(RECORDS begins)

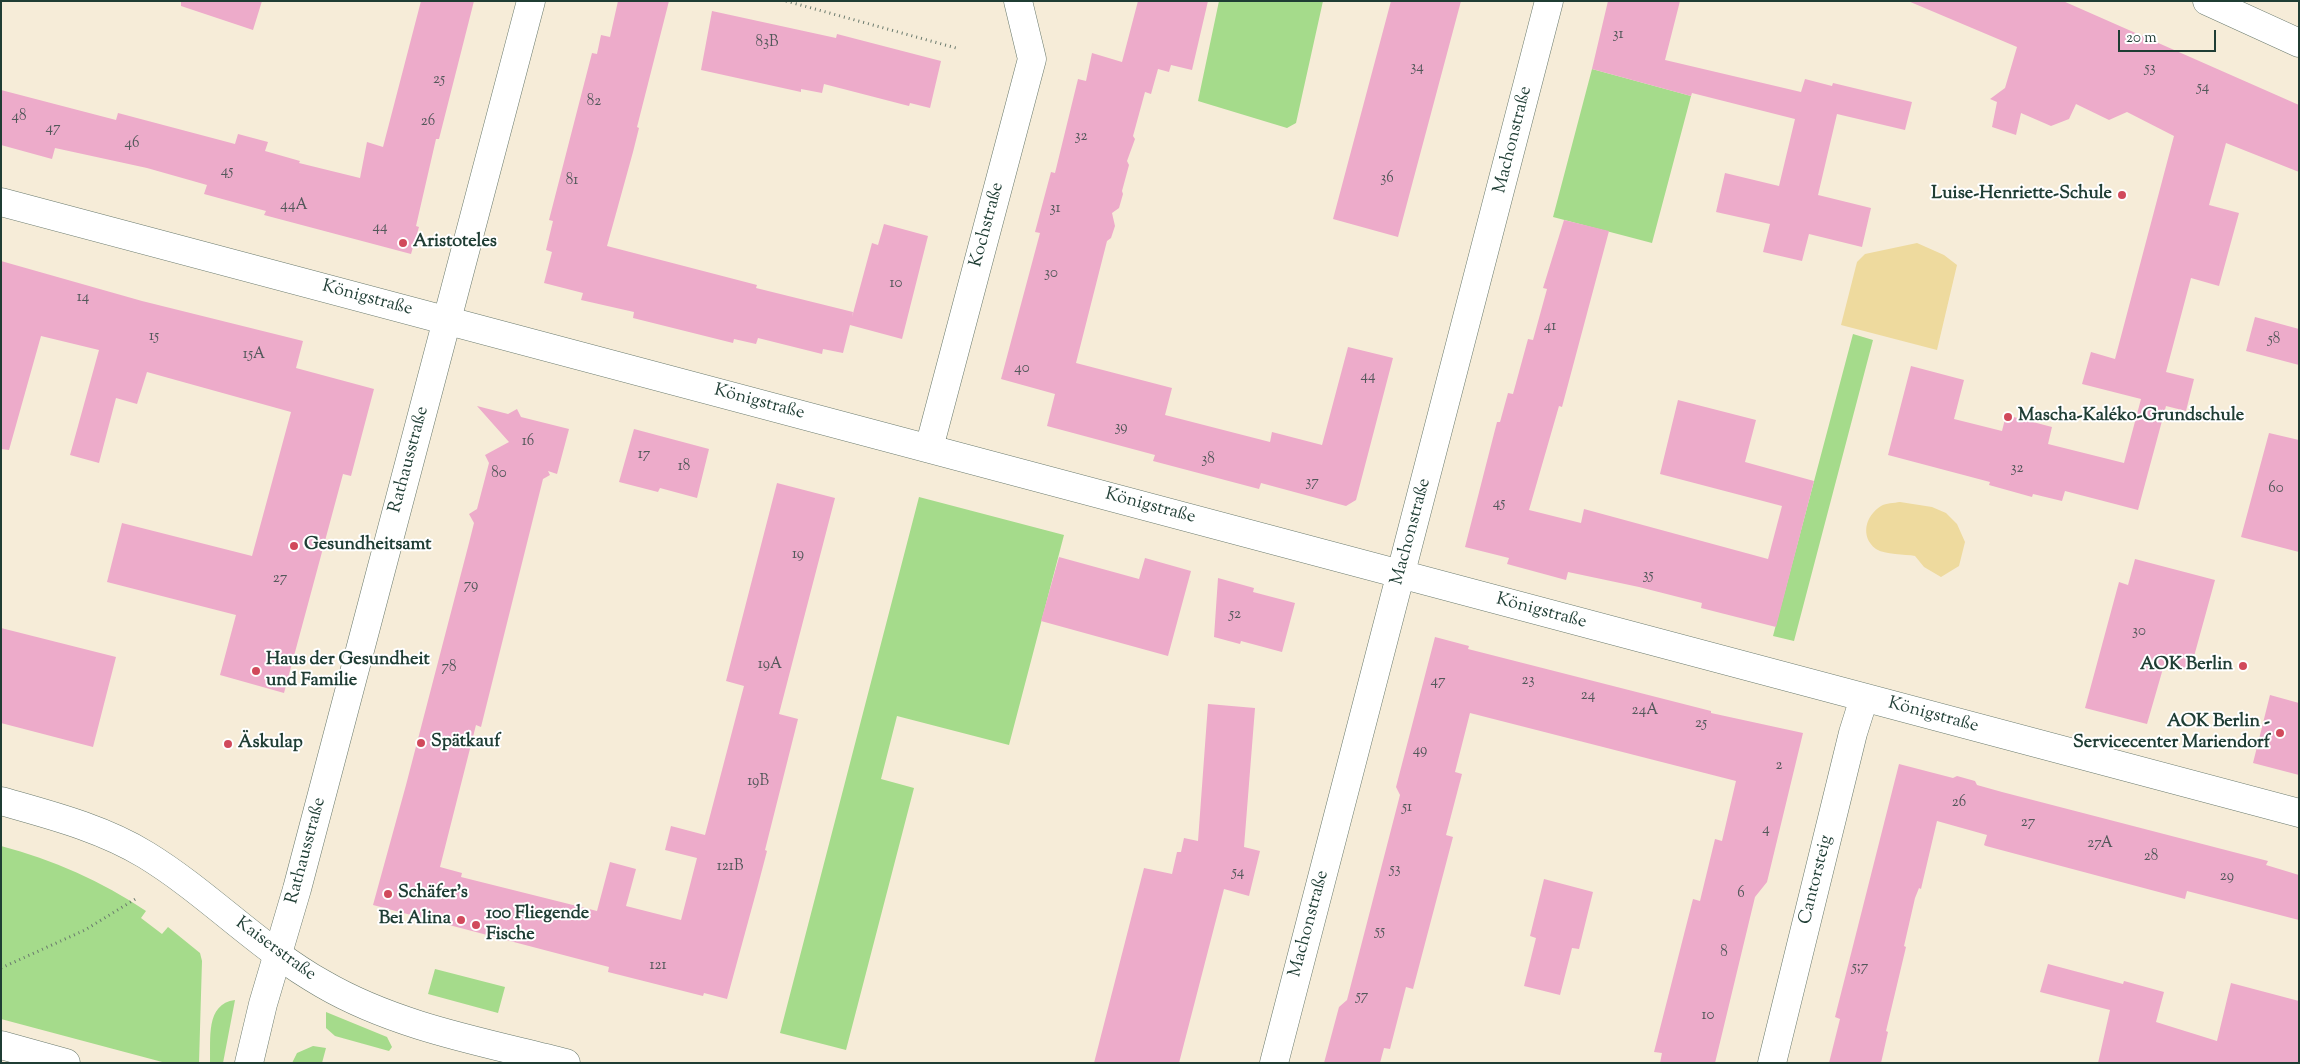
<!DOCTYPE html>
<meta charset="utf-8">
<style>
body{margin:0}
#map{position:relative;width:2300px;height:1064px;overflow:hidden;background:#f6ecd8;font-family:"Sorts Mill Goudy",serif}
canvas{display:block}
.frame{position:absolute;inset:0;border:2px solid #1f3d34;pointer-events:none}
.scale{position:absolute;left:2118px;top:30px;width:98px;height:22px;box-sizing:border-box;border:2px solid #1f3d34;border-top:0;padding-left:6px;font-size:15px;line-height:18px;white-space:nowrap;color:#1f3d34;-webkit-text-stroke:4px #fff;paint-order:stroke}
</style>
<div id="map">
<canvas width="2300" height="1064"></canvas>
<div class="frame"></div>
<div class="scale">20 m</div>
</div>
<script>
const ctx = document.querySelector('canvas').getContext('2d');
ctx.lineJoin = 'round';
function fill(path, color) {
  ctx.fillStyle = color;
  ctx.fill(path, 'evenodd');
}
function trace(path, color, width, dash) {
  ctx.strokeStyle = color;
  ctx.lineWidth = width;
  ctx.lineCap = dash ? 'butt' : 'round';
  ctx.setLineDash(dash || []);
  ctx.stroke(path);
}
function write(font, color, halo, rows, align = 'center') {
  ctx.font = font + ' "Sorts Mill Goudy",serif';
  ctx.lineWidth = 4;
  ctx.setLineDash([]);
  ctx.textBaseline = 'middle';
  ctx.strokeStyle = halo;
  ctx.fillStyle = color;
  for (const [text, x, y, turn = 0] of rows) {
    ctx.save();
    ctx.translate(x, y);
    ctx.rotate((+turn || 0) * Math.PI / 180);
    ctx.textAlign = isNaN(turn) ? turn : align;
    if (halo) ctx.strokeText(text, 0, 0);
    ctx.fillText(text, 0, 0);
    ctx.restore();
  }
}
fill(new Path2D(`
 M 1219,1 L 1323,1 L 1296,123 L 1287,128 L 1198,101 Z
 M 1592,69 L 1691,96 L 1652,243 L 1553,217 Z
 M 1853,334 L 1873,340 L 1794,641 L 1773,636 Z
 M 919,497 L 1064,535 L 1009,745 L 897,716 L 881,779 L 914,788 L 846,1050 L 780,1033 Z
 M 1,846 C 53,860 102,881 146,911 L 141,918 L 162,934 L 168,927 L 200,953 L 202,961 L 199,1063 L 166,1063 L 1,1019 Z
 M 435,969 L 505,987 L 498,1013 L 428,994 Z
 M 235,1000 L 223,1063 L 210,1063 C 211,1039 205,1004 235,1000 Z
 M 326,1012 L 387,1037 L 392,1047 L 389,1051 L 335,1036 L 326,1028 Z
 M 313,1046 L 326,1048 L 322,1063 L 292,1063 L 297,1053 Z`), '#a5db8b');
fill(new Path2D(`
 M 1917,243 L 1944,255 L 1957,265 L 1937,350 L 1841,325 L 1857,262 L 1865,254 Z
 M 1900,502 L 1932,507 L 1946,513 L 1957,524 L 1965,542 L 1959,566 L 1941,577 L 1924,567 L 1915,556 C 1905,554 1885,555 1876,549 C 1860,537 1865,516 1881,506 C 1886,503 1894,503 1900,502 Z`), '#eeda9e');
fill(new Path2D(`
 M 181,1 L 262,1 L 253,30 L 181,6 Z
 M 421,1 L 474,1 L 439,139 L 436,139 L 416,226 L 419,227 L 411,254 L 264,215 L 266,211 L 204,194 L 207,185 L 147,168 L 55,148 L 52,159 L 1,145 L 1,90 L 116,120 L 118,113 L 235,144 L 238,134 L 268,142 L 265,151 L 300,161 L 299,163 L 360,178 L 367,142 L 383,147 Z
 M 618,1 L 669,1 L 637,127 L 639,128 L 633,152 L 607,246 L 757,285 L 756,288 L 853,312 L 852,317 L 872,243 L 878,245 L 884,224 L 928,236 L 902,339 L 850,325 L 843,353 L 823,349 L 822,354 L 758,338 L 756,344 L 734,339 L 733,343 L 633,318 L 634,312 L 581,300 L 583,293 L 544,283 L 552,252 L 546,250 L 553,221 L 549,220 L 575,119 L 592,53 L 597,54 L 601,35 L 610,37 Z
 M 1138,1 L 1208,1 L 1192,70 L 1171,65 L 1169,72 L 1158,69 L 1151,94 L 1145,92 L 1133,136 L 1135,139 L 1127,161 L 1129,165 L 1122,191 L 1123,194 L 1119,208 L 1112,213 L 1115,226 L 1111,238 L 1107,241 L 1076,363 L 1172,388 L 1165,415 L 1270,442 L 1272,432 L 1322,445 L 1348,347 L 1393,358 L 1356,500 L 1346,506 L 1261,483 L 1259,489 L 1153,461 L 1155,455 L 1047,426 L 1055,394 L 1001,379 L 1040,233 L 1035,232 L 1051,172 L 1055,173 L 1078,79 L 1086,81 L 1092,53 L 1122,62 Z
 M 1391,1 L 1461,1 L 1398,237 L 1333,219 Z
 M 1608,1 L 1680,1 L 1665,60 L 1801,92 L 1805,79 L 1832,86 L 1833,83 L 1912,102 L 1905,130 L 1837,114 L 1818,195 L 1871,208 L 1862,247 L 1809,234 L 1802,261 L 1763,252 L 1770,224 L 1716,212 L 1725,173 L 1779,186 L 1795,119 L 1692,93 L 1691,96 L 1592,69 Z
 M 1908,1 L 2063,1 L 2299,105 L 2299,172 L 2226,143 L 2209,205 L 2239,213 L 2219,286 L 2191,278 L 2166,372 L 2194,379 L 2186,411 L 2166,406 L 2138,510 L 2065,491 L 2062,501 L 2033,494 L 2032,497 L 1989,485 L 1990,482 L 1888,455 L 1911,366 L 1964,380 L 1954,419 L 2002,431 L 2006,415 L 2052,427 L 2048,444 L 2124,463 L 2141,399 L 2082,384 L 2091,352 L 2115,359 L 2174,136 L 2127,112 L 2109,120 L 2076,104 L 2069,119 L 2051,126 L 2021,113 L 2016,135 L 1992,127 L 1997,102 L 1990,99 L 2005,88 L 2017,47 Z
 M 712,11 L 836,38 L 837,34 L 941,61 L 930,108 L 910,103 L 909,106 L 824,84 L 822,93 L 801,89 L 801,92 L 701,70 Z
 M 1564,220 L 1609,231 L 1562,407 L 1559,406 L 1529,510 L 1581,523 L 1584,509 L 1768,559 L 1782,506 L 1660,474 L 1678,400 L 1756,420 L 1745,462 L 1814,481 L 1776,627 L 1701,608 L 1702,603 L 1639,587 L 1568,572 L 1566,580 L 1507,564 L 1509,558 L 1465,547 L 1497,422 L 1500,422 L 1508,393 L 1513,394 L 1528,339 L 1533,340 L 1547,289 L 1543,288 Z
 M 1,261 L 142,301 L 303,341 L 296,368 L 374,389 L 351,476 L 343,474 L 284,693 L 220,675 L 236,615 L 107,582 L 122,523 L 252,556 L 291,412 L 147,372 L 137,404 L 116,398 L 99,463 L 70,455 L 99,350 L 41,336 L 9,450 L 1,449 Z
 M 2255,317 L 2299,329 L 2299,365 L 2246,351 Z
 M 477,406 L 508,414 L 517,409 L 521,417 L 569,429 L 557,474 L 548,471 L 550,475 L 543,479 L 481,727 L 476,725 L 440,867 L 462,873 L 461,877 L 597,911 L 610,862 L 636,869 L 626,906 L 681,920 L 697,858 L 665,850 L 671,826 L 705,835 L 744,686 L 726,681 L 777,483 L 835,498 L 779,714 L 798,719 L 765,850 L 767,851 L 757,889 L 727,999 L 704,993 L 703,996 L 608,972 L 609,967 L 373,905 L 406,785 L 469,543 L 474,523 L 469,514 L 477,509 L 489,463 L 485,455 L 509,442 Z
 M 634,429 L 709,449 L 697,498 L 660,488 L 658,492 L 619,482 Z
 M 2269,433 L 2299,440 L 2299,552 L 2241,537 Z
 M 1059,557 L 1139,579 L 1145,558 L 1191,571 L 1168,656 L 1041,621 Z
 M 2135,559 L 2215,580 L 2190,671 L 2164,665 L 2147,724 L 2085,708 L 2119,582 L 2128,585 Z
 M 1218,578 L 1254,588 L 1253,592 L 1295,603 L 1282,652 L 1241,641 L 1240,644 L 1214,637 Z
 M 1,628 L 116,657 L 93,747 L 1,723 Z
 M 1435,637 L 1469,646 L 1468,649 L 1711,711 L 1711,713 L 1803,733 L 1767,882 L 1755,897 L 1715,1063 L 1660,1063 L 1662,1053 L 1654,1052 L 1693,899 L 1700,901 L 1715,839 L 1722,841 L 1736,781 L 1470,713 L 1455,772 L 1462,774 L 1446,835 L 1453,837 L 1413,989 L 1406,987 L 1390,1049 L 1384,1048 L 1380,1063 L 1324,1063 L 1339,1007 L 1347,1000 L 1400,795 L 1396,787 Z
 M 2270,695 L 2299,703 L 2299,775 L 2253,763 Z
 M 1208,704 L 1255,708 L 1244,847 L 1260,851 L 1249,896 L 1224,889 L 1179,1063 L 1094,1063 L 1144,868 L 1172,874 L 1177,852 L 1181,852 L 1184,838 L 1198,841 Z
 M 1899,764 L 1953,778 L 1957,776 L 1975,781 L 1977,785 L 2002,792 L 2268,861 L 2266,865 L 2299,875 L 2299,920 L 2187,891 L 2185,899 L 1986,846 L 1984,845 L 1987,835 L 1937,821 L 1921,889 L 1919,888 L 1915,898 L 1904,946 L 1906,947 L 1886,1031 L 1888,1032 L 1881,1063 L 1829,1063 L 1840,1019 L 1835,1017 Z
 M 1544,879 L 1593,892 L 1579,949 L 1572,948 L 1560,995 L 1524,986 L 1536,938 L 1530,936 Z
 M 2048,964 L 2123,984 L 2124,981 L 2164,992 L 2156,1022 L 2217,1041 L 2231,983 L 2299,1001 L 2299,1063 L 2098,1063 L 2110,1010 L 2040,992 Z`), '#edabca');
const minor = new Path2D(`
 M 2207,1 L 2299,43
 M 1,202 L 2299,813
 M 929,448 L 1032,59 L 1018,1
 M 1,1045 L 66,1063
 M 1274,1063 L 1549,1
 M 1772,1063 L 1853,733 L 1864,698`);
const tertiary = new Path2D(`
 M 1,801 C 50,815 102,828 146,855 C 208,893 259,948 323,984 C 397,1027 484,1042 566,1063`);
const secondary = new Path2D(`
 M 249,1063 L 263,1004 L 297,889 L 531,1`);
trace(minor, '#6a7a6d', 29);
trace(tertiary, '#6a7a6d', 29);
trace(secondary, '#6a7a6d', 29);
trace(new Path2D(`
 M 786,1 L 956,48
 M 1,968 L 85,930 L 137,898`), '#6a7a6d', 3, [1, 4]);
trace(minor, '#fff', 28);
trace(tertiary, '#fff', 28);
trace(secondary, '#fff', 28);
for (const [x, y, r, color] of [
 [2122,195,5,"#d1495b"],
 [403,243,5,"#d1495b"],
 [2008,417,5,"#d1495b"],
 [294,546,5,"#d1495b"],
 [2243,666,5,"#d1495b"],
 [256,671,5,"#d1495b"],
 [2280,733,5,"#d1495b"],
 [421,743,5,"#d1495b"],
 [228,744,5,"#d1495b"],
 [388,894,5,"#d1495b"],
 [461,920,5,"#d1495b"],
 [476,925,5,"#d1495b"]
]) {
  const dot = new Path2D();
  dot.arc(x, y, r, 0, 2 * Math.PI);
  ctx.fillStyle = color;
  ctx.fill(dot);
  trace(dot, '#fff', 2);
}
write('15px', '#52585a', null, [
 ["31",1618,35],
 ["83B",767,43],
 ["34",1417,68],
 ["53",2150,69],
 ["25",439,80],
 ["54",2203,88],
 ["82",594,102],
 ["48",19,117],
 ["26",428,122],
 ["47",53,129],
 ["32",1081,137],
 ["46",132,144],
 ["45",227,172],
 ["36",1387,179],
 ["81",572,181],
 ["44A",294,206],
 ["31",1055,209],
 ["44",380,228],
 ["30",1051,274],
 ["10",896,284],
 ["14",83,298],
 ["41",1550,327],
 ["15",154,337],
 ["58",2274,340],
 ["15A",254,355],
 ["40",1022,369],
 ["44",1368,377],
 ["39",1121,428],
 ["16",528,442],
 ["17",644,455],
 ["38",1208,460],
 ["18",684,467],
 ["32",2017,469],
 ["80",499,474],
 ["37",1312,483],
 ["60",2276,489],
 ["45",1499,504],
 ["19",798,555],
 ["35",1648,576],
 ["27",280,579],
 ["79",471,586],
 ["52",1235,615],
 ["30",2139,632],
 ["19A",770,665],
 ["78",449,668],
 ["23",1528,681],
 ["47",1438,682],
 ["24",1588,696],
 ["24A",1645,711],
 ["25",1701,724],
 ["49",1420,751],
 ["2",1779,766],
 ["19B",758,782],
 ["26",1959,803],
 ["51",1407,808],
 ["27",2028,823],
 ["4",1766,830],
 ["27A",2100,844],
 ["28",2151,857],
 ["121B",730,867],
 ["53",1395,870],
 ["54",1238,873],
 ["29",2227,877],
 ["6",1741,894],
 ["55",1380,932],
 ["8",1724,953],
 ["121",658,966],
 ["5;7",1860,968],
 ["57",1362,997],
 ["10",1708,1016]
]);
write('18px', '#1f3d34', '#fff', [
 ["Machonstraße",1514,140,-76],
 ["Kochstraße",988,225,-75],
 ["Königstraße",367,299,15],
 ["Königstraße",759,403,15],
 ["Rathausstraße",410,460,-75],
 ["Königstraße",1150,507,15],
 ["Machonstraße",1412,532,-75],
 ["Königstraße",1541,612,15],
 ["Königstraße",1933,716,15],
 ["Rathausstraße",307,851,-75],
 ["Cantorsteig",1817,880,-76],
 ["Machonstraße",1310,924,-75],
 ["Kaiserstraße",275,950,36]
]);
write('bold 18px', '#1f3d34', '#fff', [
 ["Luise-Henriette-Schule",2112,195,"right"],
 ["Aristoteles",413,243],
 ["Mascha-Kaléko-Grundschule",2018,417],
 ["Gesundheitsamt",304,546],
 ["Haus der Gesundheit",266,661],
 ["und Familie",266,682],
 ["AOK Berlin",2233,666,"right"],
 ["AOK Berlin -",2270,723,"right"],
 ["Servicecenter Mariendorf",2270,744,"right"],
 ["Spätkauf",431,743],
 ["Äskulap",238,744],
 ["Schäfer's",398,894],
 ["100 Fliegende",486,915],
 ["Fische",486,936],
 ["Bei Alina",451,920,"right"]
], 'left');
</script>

(RECORDS ends)

# TASK TO COMPLETE
Search the records for the word "strokeStyle". Copy every line that has it.

# EXERCISE RESULT
  ctx.strokeStyle = color;
  ctx.strokeStyle = halo;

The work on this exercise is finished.